Home > data science, open source tools > Pruning doesn’t do much

Pruning doesn’t do much

September 12, 2012

We spent most of Saturday at the DataKind NYC Parks Datadive transforming data into useful form and designing a model to measure the effect of pruning. In particular, does pruning a block now prevent fallen trees or limbs later?

So, for example, we had a census of trees and we had information on which blocks were pruned. The location of a tree was given as $(x, y)-$ coordinates and the pruning was given as two such coordinates, one for each end of the block.

The bad events are also given with reference to a point $(x, y),$ but that doesn’t mean it was specific to a tree. In particular, this meant it would be difficult to build a tree-specific model, since we’d know a tree exists and when it was pruned, but it would be difficult to know when it died or had fallen limbs.

So we decided on a block-specific model, and we needed to match a tree to a block and a fallen tree work order to a block. We used vectors and dot-products to do this, by finding the block (given by a line segment) which is closest to the tree or work order location.
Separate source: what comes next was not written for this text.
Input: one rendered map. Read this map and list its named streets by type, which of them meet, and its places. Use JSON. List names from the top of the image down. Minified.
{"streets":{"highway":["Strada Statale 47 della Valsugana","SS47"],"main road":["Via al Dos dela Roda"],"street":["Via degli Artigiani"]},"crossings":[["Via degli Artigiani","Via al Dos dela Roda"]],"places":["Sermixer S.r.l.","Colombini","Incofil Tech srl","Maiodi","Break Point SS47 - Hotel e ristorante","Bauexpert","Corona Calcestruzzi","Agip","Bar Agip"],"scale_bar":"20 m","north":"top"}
Moreover, we only know which year a block is pruned, not the actual date. That led us to model by year alone.

Therefore, the data points going into the model depend on block and on year. We had about 13,000 blocks and about 3 years of data for the work orders. (We could possibly have found more years of work order data but from a different database with different formatting problems which we didn’t have time to sort through.)

We expect the impact of pruning to die down over time. Therefore the signal we chose to measure is the reciprocal of the number of years since the last pruning, or some power of it. The impact we are trying to measure is a weighted sum of work orders, weighted by average price over the different categories of work orders (certain events are more expensive to clean up than others, like if a tree falls into a building versus one limb falls into the street).

There’s one last element, namely the number of trees; we don’t want to penalize a block for having lots of work orders just because it has lots of trees (and irrespective of pruning). Therefore our “$y$” is actually the (weighted) work orders per tree. If we had more time we’d also put more weight on larger trees than on smaller trees, since a basic count doesn’t really do justice to this measurement.

Altogether our model is given as:

$y = \alpha x + \epsilon,$

where $x$ is the kth power of 1/(# years since pruning) and $y$ is (# work orders next year)/(# trees). It’s hard to format in WordPress.

We ran the regression where we let $k=1$, so just a univariate regression, and we also let $k$ vary and took the logs of both sides to get a simple bivariate regression.

In both cases we got very very small signal, with correlations less than 1% if I remember correctly.

To be clear, the signal itself depends on knowing the last year a block was pruned, and for about half our data we didn’t have a year at all for that- when this happened we assumed it had never been pruned, and we substituted the value of 50 for # of years since pruning. Since the impact of pruning is assumed to die off, this is about the same thing as saying it had never been pruned.

The analysis is all modulo the data being correct, and our having wrangled and understood the data correctly, and possibly stupid mistakes on top of that, of course.

Moreover we made a couple of assumptions that could be wrong, namely that the pruning had taken place randomly – maybe they chose to prune blocks that had lots of sad-looking broken down trees, which would explain why lots of fallen tree events happened afterwards in spite of pruning. We also assumed that the work orders occurred whenever a problem with a tree happened, but it’s possible that certain blocks contain people who are more aggressive about getting problems fixed on their block. It’s even possible that, having seen pruners on your block sensitizes you to your trees’ health as well as the fact that there even is a city agency who is in charge of trees, which causes you to be more likely to call in a fallen limb.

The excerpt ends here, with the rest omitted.